# 30 sec walk



## Pulk (Jul 4, 2007)

about 30 seconds from my house is a small-to-medium canyon...
inspired by cacoseraph and GQ's hunt & hike I went out there and actually looked carefully - today I found
a foot-long alligator lizard
a cactus with three large, well-fed, unique Argiope argenta... one of which had a male, which I took home. I'd provide a photo, but it would not be an interesting one.

and

without too much searching, in what can only be called "Agelenopsisland", this.

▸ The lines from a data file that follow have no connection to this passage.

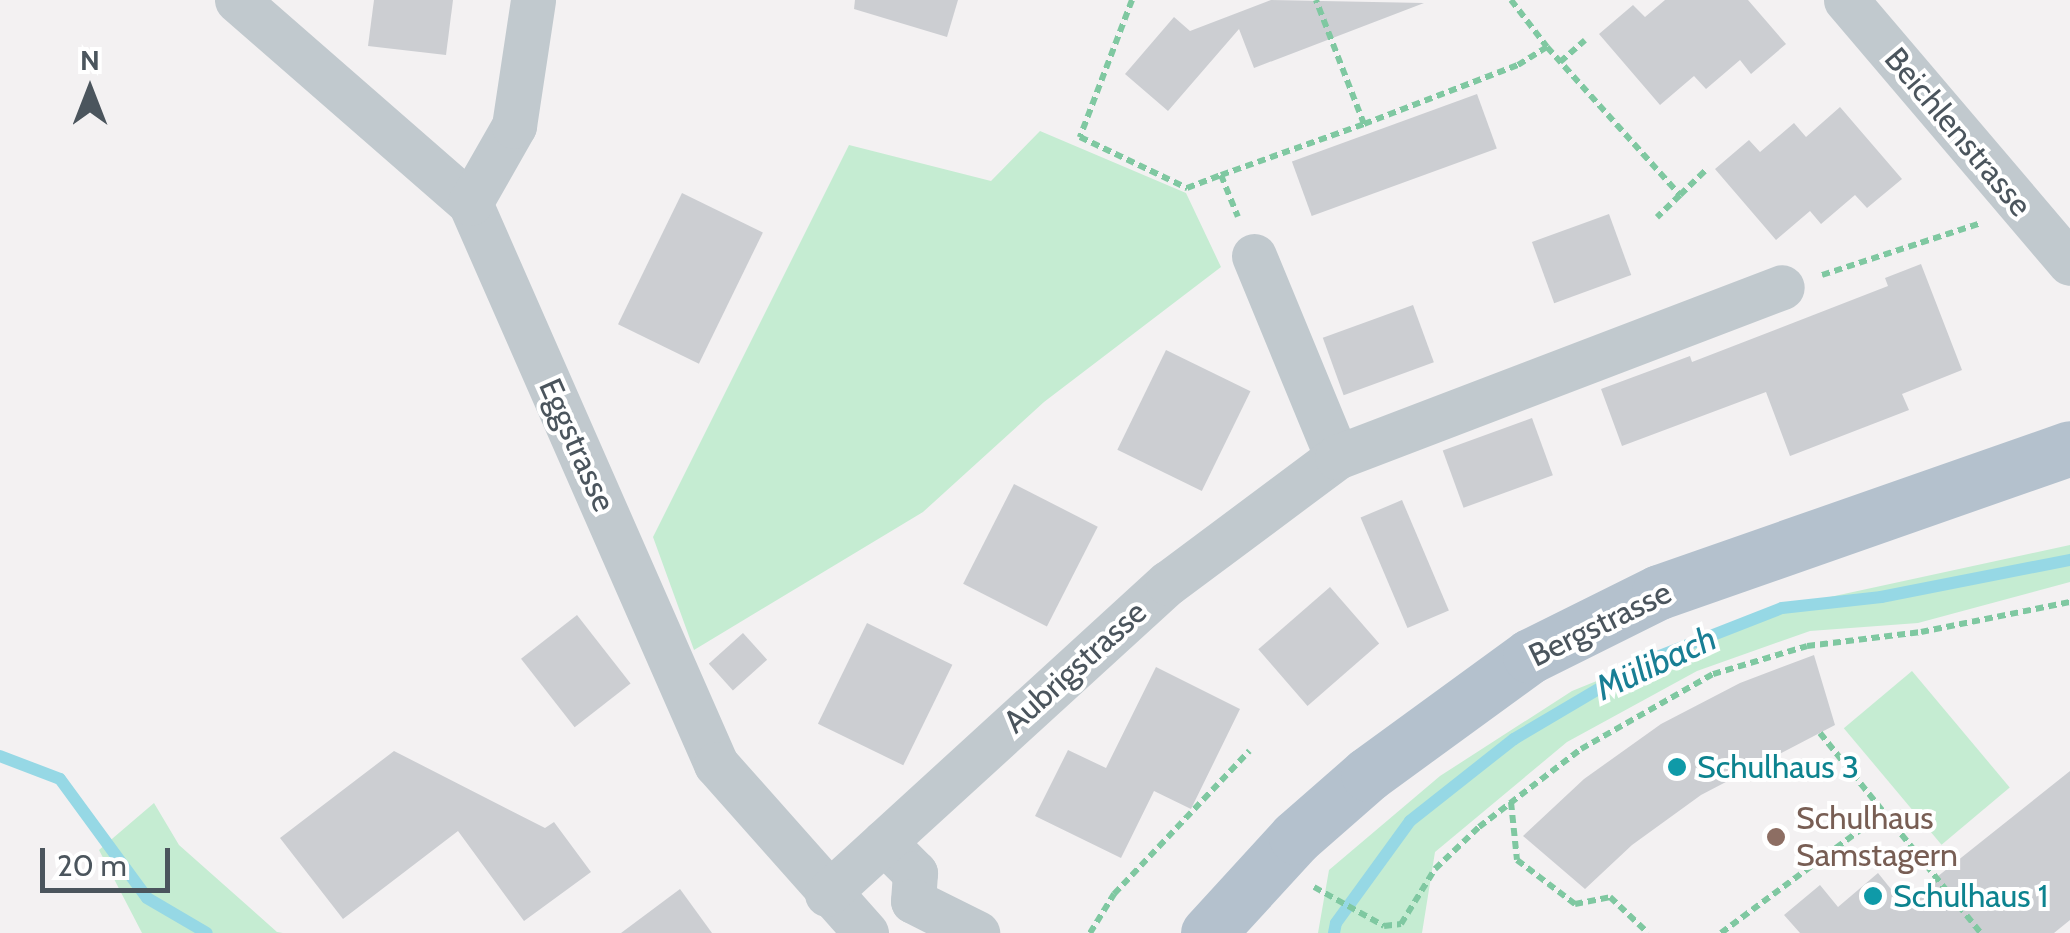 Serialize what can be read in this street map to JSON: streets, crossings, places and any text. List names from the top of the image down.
{
  "streets": {
    "main road": ["Bergstrasse"],
    "street": ["Beichlenstrasse", "Eggstrasse", "Aubrigstrasse"]
  },
  "crossings": [
    ["Eggstrasse", "Aubrigstrasse"]
  ],
  "water": ["Mülibach"],
  "places": ["Schulhaus 3", "Schulhaus Samstagern", "Schulhaus 1"],
  "scale_bar": "20 m",
  "north": "top"
} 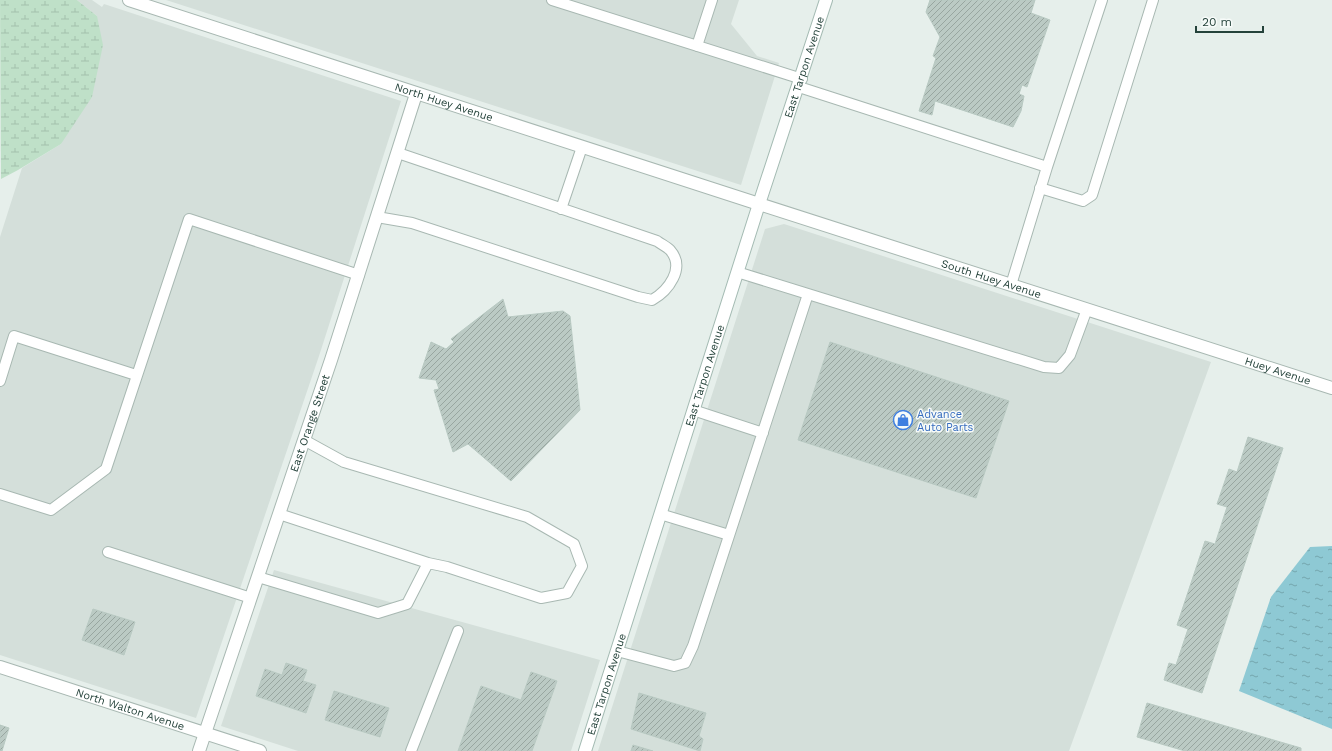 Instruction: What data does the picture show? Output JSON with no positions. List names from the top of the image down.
{
  "streets": {
    "street": [
      "East Tarpon Avenue",
      "North Huey Avenue",
      "South Huey Avenue",
      "Huey Avenue",
      "East Orange Street",
      "North Walton Avenue"
    ]
  },
  "crossings": [
    ["East Tarpon Avenue", "North Huey Avenue"],
    ["East Tarpon Avenue", "South Huey Avenue"],
    ["North Huey Avenue", "South Huey Avenue"],
    ["North Huey Avenue", "East Orange Street"],
    ["South Huey Avenue", "Huey Avenue"],
    ["East Orange Street", "North Walton Avenue"]
  ],
  "places": {
    "shop": ["Advance Auto Parts"]
  },
  "scale_bar": "20 m"
} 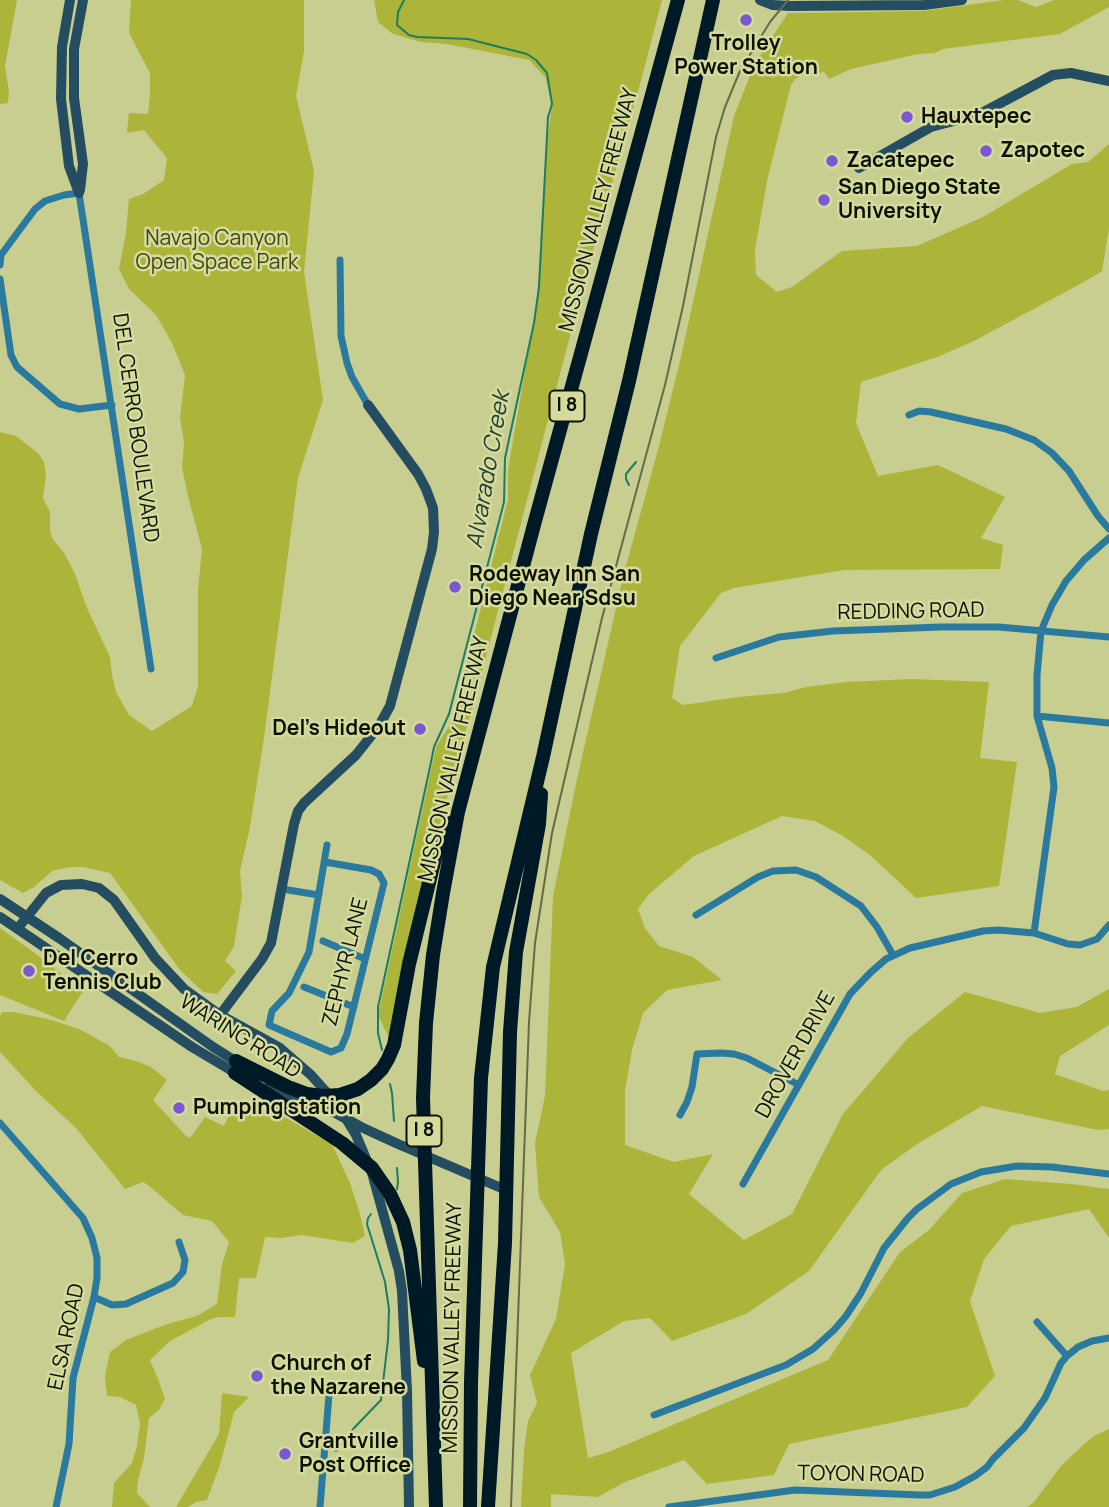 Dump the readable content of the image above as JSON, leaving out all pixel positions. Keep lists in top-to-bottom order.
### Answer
{
  "streets": {
    "highway": ["MISSION VALLEY FREEWAY", "I 8"],
    "street": [
      "DEL CERRO BOULEVARD",
      "REDDING ROAD",
      "ZEPHYR LANE",
      "WARING ROAD",
      "DROVER DRIVE",
      "ELSA ROAD",
      "TOYON ROAD"
    ]
  },
  "water": ["Alvarado Creek"],
  "parks": ["Navajo Canyon Open Space Park"],
  "places": [
    "Trolley Power Station",
    "Hauxtepec",
    "Zapotec",
    "Zacatepec",
    "San Diego State University",
    "Rodeway Inn San Diego Near Sdsu",
    "Del’s Hideout",
    "Del Cerro Tennis Club",
    "Pumping station",
    "Church of the Nazarene",
    "Grantville Post Office"
  ]
}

I plan to go out tomorrow and not be able to find any more, ever.


----------



## cacoseraph (Jul 5, 2007)

nice dude

the grass spiders are out in FORCE now!  some places are getting a definite Arachnophobia (the movie) feel to them


----------



## Pulk (Jul 5, 2007)

i saw the biggest one i've yet seen on monday. it was a female.
is it just me or do males seem bigger than females? maybe they just mature faster and in a few months the females will look bigger.


----------



## cacoseraph (Jul 5, 2007)

Pulk said:


> i saw the biggest one i've yet seen on monday. it was a female.
> is it just me or do males seem bigger than females? maybe they just mature faster and in a few months the females will look bigger.


hmmm... the truly massive grass spiders i have seen have been from both sexes, iirc.  i wasn't really paying attn though. 

i think i would like to capture a few of the giants and get babies from them. these are kind of fun captives. especially contrasted to most tarantulas, these things grow insanely fast.


----------



## Pulk (Jul 12, 2007)

cacoseraph said:


> ...these things grow insanely fast.


and move, too!

lots of pictures...
this is basically my own personal "canyon," not many people go there.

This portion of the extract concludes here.